Теперь уже я враг «количества», а Она смеется, счастливая и гордая моей настойчивостью, обидой, моей ненавистью к проклятому трико, которое точно приросло, приварилось к горячему телу.
— Лежи, я сама, ты, бедненький, устал от умных разговоров. Целый день умные споры, а мне так хорошо, и я вас не слышу, одно только: было? неужто было? что же я в тот миг почувствовала? Так боюсь, что не смогу вспомнить.
— Сможем, — говорю самоуверенно, убирая куда-то за спину комок побежденного, наконец, трико.
— У вас одно в голове!
И пошло-поехало, все по порядку. Нет, лучше не слушать, а отвечать так, не словами…
Наконец мы вспомнили, что не одни на Земле, запоздало, замерли, смущенно вслушиваясь в уходящее эхо недавно бывшего.
— Хоть бы слово доброе сказала, — лицемерно пожаловался, прислушиваясь к дыханию-всхрапам Третьего, — хоть бы раз.
— За что?
— Как — за что? Теперь знаешь, как это…
— Ах, как это бывало у тебя с ними? Вот будет ребеночек, нам будет хорошо вдвоем, а ты можешь возвращаться к своим шлюхам.
И если бы шутя, а то ведь всерьез готова отправить.
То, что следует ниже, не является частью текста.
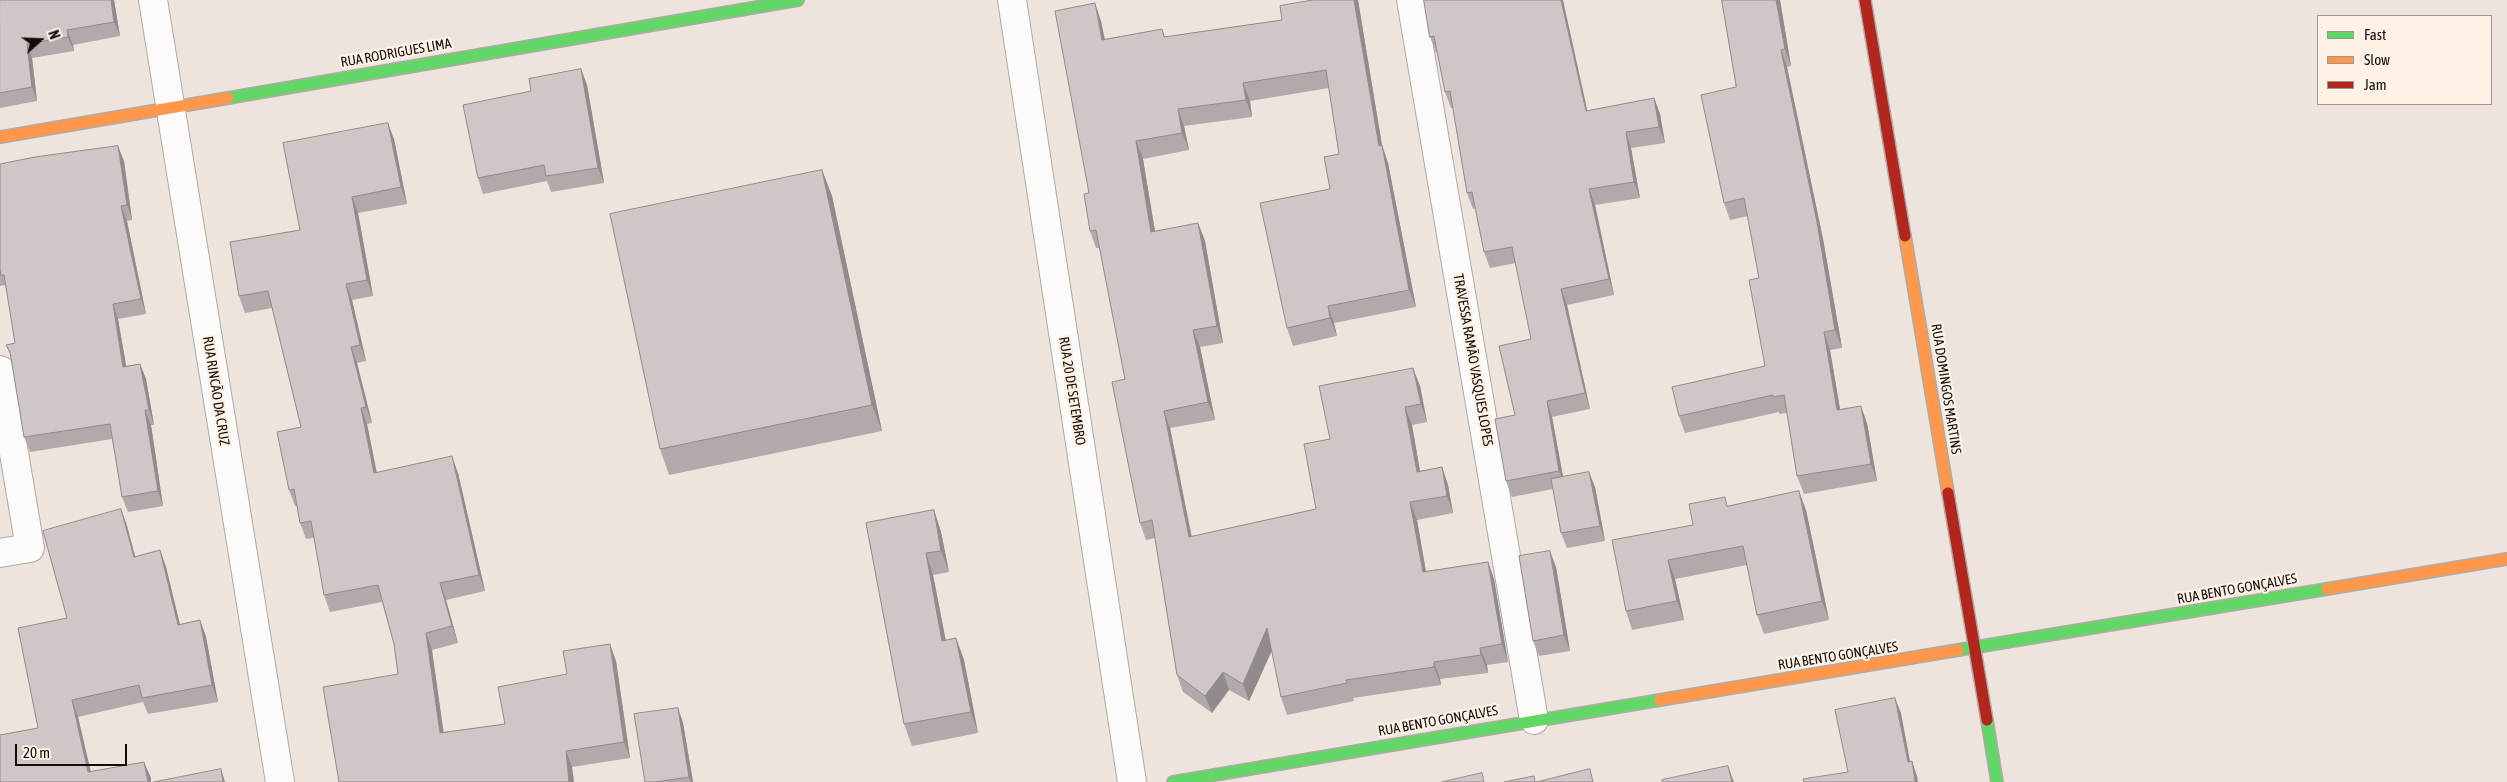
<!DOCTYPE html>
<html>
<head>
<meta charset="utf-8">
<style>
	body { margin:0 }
	#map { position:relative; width:2507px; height:782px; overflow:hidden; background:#ede5dd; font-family:"Asap Condensed",sans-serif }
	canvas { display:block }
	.legend { position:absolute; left:2317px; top:15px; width:175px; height:90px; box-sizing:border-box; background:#fef2e7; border:1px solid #a0968e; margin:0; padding:6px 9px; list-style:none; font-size:15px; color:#120d09 }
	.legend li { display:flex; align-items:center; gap:10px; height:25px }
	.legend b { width:25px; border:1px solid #a0968e }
	.north { position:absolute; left:15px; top:15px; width:50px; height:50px; -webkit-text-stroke:4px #fef2e7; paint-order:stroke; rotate:70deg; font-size:14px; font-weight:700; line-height:20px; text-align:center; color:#120d09 }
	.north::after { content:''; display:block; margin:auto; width:18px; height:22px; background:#120d09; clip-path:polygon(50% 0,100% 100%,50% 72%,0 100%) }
	.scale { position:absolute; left:15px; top:744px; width:112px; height:22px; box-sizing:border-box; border:2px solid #120d09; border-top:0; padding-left:6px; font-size:15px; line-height:18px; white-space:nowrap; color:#120d09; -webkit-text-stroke:4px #fef2e7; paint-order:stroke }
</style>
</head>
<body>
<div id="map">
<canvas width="2507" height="782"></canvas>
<ul class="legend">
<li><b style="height:6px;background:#63d668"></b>Fast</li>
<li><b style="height:6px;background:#ff974d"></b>Slow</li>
<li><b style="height:6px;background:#b3261e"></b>Jam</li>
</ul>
<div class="north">N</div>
<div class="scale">20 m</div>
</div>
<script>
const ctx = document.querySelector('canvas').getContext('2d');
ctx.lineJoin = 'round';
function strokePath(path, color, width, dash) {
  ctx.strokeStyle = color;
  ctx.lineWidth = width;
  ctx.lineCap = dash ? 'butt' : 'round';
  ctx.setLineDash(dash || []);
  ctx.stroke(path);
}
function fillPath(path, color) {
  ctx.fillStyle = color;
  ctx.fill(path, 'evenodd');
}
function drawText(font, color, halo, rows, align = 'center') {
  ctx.font = font + ' "Asap Condensed",sans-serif';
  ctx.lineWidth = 4.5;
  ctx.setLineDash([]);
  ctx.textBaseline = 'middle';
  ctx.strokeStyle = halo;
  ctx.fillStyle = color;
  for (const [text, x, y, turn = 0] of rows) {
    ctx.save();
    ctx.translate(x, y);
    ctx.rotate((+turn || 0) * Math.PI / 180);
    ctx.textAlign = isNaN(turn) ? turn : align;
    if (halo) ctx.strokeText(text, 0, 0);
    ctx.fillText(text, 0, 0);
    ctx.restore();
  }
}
const street = new Path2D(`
	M153,0l127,782
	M1012,0l120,782
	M1411,0l123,720
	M0,370l30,178 -30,5`);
const fast = new Path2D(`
	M228,98l570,-98
	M1958,650l369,-61
	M1987,720l10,62
	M1173,782l487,-82`);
const slow = new Path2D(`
	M0,137l228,-39
	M1905,236l43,257
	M2327,589l180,-30
	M1660,700l298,-50`);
const jam = new Path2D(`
	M1865,0l40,236
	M1948,493l39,227`);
strokePath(street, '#b0aaa4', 30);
strokePath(fast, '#b0aaa4', 14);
strokePath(slow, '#b0aaa4', 14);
strokePath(jam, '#b0aaa4', 14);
strokePath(street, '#fcfbfa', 28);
strokePath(fast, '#63d668', 11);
strokePath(slow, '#ff974d', 11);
strokePath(jam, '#b3261e', 11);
fillPath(new Path2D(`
	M0,0h114l6,36 -47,9 1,6 -42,7 5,43 -37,7z
	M1313,0h45l24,145 6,18 28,144 -82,16 3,13 -44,10 -6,-18 43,-139 9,-35 -10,-66 -79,13 2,16 -68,9 5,24 -46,9 12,72 43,-8 7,18 18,102 -23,4 15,73 -45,8 22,109 124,-28 14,-70 90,-53 7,36 -15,3 8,46 22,-4 6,18 5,28 -36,7 9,51 62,-9 6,17 14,83 -21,3 1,8 -48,6 1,6 -88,13 1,3 -67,14 -6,-18 -9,-47 -23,51 -20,-11 -17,23 -29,-21 -6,-17 -22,-137 -9,2 -6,-17 -15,-144 -25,-131h-4l-6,-17 -1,-38 12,-172 4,18 57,-10 3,8 117,-17z
	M1424,0l164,111 66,-13 6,16 5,29 -34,5 9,50 -45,7 19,90 -47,10 23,104 -38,8 11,60 32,10 10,54 -38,7 -6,-15 -8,-44 -41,8 -6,-16 9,-66 16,-76 -15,-76 -26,5 -6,-16 -8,-44 -3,1 -6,-16 -14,-85h-2l-6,-16 -8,-40 -1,1 -6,-16z
	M1722,0h58l11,66 -4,1 36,172 19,109 -12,2 10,59 27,14 10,58 -73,13 -7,-18 -10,-63 -8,1v-2l-94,21 -6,-17 86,-50 -6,-88 -11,-62 -18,4 -6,-17 12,-116z
	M581,69l6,16 17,98 -53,9 -4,-11 -64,13 -5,-16 53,-87z
	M394,139l13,65 -49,9 15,83 -21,4 14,61 -9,2 15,60 -5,1 10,49h81l27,118 -39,9 12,43 -26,7 11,82 62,-8 62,-50 49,-13 14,97 -58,9 2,15h-235l59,-108 -4,-30 -12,-42 -52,10 -6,-17 -10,-57 -8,1 -6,-16 -3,-17h-2l-6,-16 12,-63 -29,-119 -27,5 -6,-17 61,-66z
	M124,161l8,59 -5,1 19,93 -28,5 8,47 14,-2 6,15 8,46h-3l12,81 -35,6 -6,-15 -10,-58 -82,13 -6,-15 -13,-81 -5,-11 9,-2 -8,-53 -2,-5 -5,1v-122z
	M822,170l10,26 50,235 -213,44 -9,-26z
	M1728,506l78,4 23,110 -65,14 -7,-19 -10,-50 -72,14 9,41 -52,10 -6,-19 67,-86z
	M121,509l6,17 8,31 25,-7 6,17 14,57 20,-4 6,17 12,65 -70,12 -5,-12 -65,15 13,55 60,6 -151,4 38,-54 29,-110z
	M934,510l7,22 8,40 -16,3 13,66 10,-3 8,22 14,73 -66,13 -8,-22 -38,-201z
	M1556,567l14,84 -31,5 -6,-15z
	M678,708l5,15 10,59h-48z`), '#b2aaaa');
fillPath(new Path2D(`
	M111,0h3l6,36 -6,-14z
	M1354,0h4l27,164 -6,-18z
	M1561,0h2l28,127 -5,-16z
	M1776,0h4l11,66 -6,-17z
	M1095,3l6,18 7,37 -6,-18z
	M67,30l6,15 1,6 -6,-14z
	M27,44l5,14 5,43 -5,-14z
	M1781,50l6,17 36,172 19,109 -7,-18z
	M581,69l6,16 17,98 -6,-15z
	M1243,83l7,18 2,16 -6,-17z
	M1654,98l6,16 5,29 -6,-16z
	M1178,109l6,17 5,24 -7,-17z
	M388,123l6,16 13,65 -6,-17z
	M1626,132l5,16 9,50 -6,-16z
	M1136,141l7,18 15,91 -7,-18z
	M1382,145l6,18 28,144 -7,-17z
	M118,146l6,15 8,59 -5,-15z
	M822,170l10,26 50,235 -10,-26z
	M1589,189l6,16 19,90 -5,-16z
	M352,197l6,16 15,83 -6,-16z
	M121,206l6,15 19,93 -5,-15z
	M1198,223l7,18 18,102 -6,-17z
	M346,284l6,16 14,61 -6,-16z
	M1561,289l6,16 23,104 -5,-16z
	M113,304l5,15 11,63 -6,-15z
	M1328,306l6,17 3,13 -7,-18z
	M1193,330l7,17 15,73 -7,-18z
	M1824,332l6,18 13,77 -6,-17z
	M351,347l6,16 15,60 -6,-16z
	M140,364l6,15 8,46 -5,-15z
	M1413,368l7,18 7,36 -6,-18z
	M1547,401l5,16 13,70 -6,-16z
	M1861,406l6,17 10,58 -6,-17z
	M1405,407l7,18 11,64 -6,-17z
	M361,408l6,16 13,66 -6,-17z
	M145,410l6,15 12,81 -5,-15z
	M1164,411l6,17 25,127 -6,-18z
	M452,456l6,17 27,118 -6,-16z
	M1442,467l6,18 5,28 -6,-17z
	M1589,472l6,15 10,54 -5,-15z
	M1799,491l7,19 23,110 -7,-19z
	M1410,502l7,18 12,70 -6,-18z
	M121,509l6,17 13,48 -6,-17z
	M934,510l7,22 8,40 -8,-21z
	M160,550l6,17 18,75 -6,-17z
	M1550,551l6,16 14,84 -6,-16z
	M926,553l7,22 17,88 -8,-22z
	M1668,560l7,19 9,41 -7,-19z
	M1488,562l6,17 14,83 -6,-18z
	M440,583l6,17 12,43 -6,-17z
	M200,620l6,17 12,65 -6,-17z
	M1267,628l7,18 -25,55 -6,-17z
	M426,633l6,17 14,99 -6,-16z
	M956,638l8,22 14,73 -7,-21z
	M610,644l6,17 14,97 -6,-16z
	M1480,648l7,17 1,8 -7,-18z
	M1434,662l6,17 1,6 -7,-18z
	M1223,672l6,18 -17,23 -7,-17z
	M1895,698l6,15 12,64 -5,-15z
	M72,700l6,17 15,65 -5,-10z
	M678,708l5,15 10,59h-2l-2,-5z
	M566,751l6,16 2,15h-5z
	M1912,761l5,15 1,6h-3z
	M144,762l7,16v4h-3z
	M1728,766l6,16h-2z
	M221,769l4,13h-2z`), '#918b8b');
const building = new Path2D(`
	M0,0h111l3,22 -47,8 1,7 -41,7 5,43 -32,6z
	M1313,0h41l25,146 3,-1 27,145 -81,16 2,12 -43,10 -27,-125 70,-14 -6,-32 15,-3 -13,-84 -83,13 3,17 -68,9 4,24 -46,8 15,91 47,-9 19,103 -24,4 15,72 -44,9 25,126 127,-28 -12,-65 26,-5 -11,-53 94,-18 8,36 -16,3 12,65 25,-5 5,29 -37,6 13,70 65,-10 14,82 -22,4 1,7 -47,7v5l-88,13 1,3 -66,14 -14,-69 -24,56 -20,-12 -18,24 -28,-21 -25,-155 -12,3 -28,-141 13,-3 -29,-149 -6,1 -6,-37 5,-1 -34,-182 40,-8 7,37 60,-11 2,8 118,-17 -2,-14z
	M1424,0h137l25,111 68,-13 5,29 -33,5 8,50 -45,7 20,90 -48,10 24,104 -38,8 12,70 -53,10 -11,-62 20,-4 -16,-69 32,-7 -19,-92 -28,5 -12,-60 -5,1 -17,-102 -5,1 -11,-56 -4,1z
	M1722,0h54l9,49 -4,1 36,172 18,108 -11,2 13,78 24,-4 10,58 -74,12 -13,-81 -11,2v-2l-94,21 -7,-29 93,-21 -16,-86 10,-2 -15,-80 -20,5 -23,-108 35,-8z
	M581,69l17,99 -52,8 -2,-11 -66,13 -15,-73 68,-14 -2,-12z
	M388,123l13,64 -49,10 15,83 -21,4 14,61 -9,2 15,60 -5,1 13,65 78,-17 27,119 -39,8 12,43 -26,7 14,100 65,-9 -7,-37 69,-13 -4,-23 47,-7 14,98 -58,9 3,31h-230l-16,-95 75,-13 -4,-30 -16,-59 -54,10 -13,-74 -11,2 -6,-34 -5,1 -12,-58 24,-5 -33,-136 -29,5 -9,-54 70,-12 -17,-87z
	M118,146l9,59 -6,1 20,93 -28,5 10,63 17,-3 9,46h-4l13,81 -36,6 -12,-73 -86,13 -14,-85 -4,-7 9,-2 -11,-68h-3l-1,-5v-106l35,-7z
	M822,170l50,235 -212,44 -50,-235z
	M1589,472l11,54 -39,7 -10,-54z
	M1799,491l23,110 -65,14 -14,-69 -75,14 9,41 -51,10 -14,-71 81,-15 -4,-21 36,-7 2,9z
	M121,509l13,48 26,-7 18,75 22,-5 12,65 -70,13 -3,-13 -67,15 16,72 56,-10 4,20h-148v-47l38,-7 -20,-100 49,-10 -24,-87z
	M934,510l7,41 -15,2 16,88 14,-3 15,74 -67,12 -38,-201z
	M1550,551l14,84 -31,6 -14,-85z
	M1895,698l13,64 4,-1 3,21h-111l-1,-3 45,-7 -13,-62z
	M678,708l11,69 -34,5h-10l-11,-68z
	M1728,766l4,16h-70v-2z
	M221,769l2,13h-69z
	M1590,769l3,13h-89l30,-6 1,6z
	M1482,773l2,9h-42z`);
fillPath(building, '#cfc6c6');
strokePath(building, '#918b8b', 1);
drawText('14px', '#120d09', '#fef2e7', [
	["RUA RODRIGUES LIMA",396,53,-10],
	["TRAVESSA RAMÃO VASQUES LOPES",1473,360,80],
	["RUA DOMINGOS MARTINS",1946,389,81],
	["RUA RINCÃO DA CRUZ",216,391,81],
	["RUA 20 DE SETEMBRO",1072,391,81],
	["RUA BENTO GONÇALVES",2237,589,-10],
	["RUA BENTO GONÇALVES",1838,656,-9],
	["RUA BENTO GONÇALVES",1438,721,-10]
]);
</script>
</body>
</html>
— А мне лучше было, когда ничего этого не знала. Это какое-то рабство. Нет уж, спасибочки! — И смеется, смеется: — Мне теперь собачки, птички снятся.
— Не сны, а Ноев ковчег.
— Надо же и этим парочкам где-то быть, если вы отняли у них Землю.
Постучала по моей голове косточками пальцев, как по кокосовому ореху, но тут же погладила ласково.
— У тебя всё отсюда. Может, и я — отсюда. А они ко мне все льнут. Надо же им где-то…
И вздохнула, даже всхлипнула, как наплакавшийся ребенок, которому захотелось спать. И тотчас заснула.
А я никак заснуть не мог, слушал Ее ровное дыхание, отдаленное похрапывание Третьего, его бормотание, а время от времени и истерический хохот, выкрики: всё воюет.
Она вздрогнула и проснулась, вся, дрожа от озноба. Это с Ней и прежде бывало. Тепло, даже жарко, душно так, что и дышать тяжело, а Ее будто снежной лавиной накрыло — так Ей холодно вдруг сделается. Думалось уже, что малярия, но непохоже: озноб как пришел, так и ушел — за минуту-две. Для этого надо только изо всех сил Ее «пожалеть» (сама жалобно попросит: «Пожалей меня»), в комочек сожмется, чтобы спрятаться в моих руках, — и засыпает.